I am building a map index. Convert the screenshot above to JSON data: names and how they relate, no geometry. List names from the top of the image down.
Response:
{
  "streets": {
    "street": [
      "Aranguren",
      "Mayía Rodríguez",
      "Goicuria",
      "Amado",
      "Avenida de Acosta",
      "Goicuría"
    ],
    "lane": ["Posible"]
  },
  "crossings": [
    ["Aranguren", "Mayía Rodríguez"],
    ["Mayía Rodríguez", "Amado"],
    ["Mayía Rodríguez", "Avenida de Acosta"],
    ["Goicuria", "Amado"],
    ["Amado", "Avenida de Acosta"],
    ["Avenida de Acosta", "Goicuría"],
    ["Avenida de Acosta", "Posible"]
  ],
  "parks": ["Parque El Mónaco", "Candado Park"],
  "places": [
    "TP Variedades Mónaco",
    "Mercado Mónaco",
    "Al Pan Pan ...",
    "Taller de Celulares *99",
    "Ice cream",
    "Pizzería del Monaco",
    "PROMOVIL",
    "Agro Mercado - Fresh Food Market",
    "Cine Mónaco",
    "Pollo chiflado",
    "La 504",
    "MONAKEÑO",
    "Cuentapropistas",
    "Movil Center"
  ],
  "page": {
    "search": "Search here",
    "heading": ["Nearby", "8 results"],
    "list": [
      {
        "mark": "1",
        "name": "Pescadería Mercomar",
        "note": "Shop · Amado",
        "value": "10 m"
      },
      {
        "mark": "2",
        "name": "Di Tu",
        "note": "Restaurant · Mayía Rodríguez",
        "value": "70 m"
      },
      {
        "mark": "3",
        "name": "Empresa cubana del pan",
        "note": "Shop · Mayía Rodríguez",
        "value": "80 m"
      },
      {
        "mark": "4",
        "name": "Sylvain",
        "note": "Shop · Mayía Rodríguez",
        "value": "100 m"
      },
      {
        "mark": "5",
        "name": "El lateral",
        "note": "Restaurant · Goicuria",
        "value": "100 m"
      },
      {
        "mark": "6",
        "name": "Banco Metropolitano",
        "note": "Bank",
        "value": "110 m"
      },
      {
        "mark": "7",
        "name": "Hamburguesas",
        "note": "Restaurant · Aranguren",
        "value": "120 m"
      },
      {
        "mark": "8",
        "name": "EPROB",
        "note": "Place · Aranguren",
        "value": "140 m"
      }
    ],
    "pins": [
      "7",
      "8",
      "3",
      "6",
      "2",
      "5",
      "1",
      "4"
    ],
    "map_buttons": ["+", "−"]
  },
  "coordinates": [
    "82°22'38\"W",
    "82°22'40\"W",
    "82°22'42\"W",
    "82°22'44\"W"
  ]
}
* * *
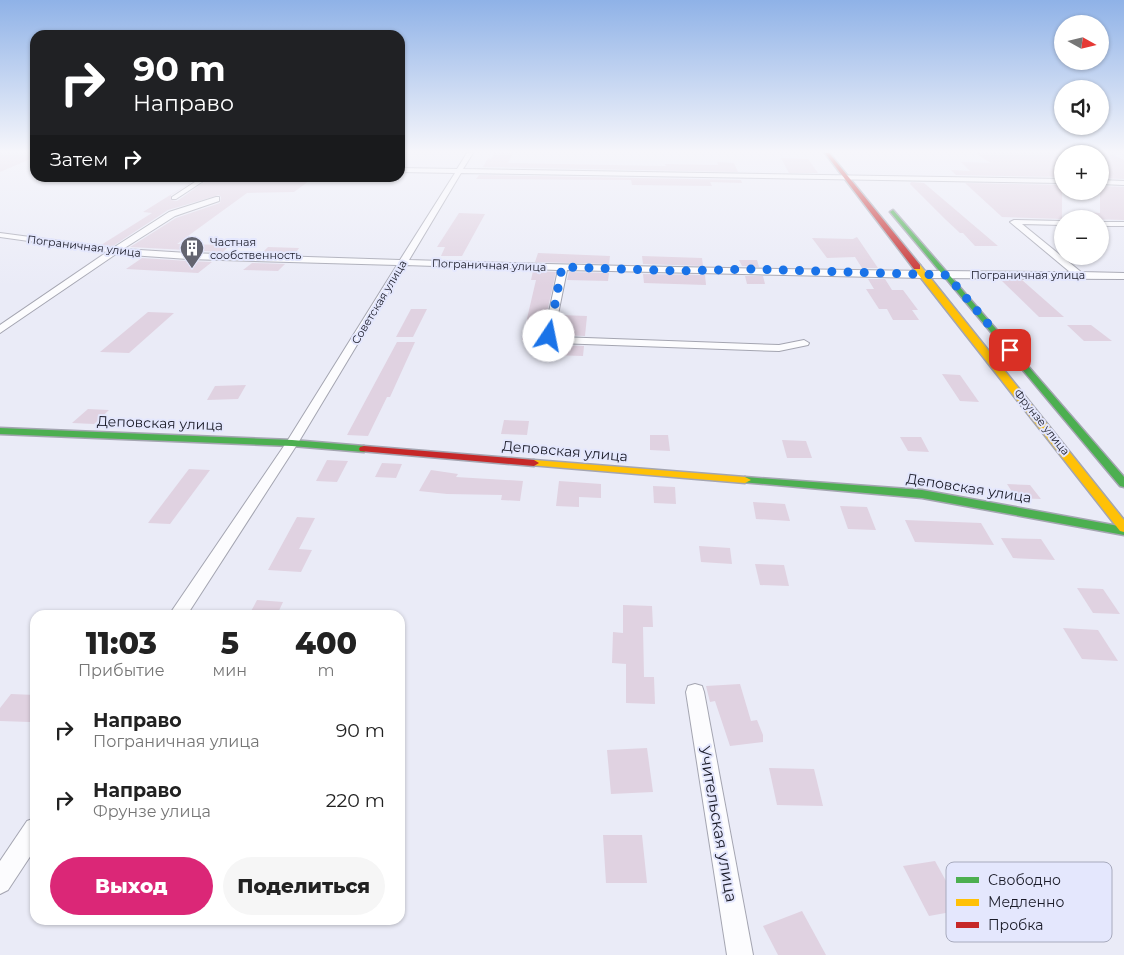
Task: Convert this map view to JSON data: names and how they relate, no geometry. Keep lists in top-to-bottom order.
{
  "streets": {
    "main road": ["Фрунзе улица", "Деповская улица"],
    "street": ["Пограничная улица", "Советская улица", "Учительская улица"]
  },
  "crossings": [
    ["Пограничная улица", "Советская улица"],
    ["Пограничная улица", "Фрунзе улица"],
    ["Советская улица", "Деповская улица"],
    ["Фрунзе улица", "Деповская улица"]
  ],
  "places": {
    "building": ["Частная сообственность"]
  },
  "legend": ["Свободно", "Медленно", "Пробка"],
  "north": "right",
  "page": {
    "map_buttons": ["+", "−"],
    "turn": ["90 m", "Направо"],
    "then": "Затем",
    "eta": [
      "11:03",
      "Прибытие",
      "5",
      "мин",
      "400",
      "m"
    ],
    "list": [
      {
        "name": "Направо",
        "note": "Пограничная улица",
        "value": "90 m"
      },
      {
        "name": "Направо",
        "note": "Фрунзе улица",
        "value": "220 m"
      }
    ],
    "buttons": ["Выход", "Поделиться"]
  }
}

● **ASSIGNED TASK**
Where the string "relate" appears in a line of the listing, copy that line.

● **SOLVED PROBLEM**
I am building a map index. Convert the screenshot above to JSON data: names and how they relate, no geometry. List names from the top of the image down.
Task: Convert this map view to JSON data: names and how they relate, no geometry. Keep lists in top-to-bottom order.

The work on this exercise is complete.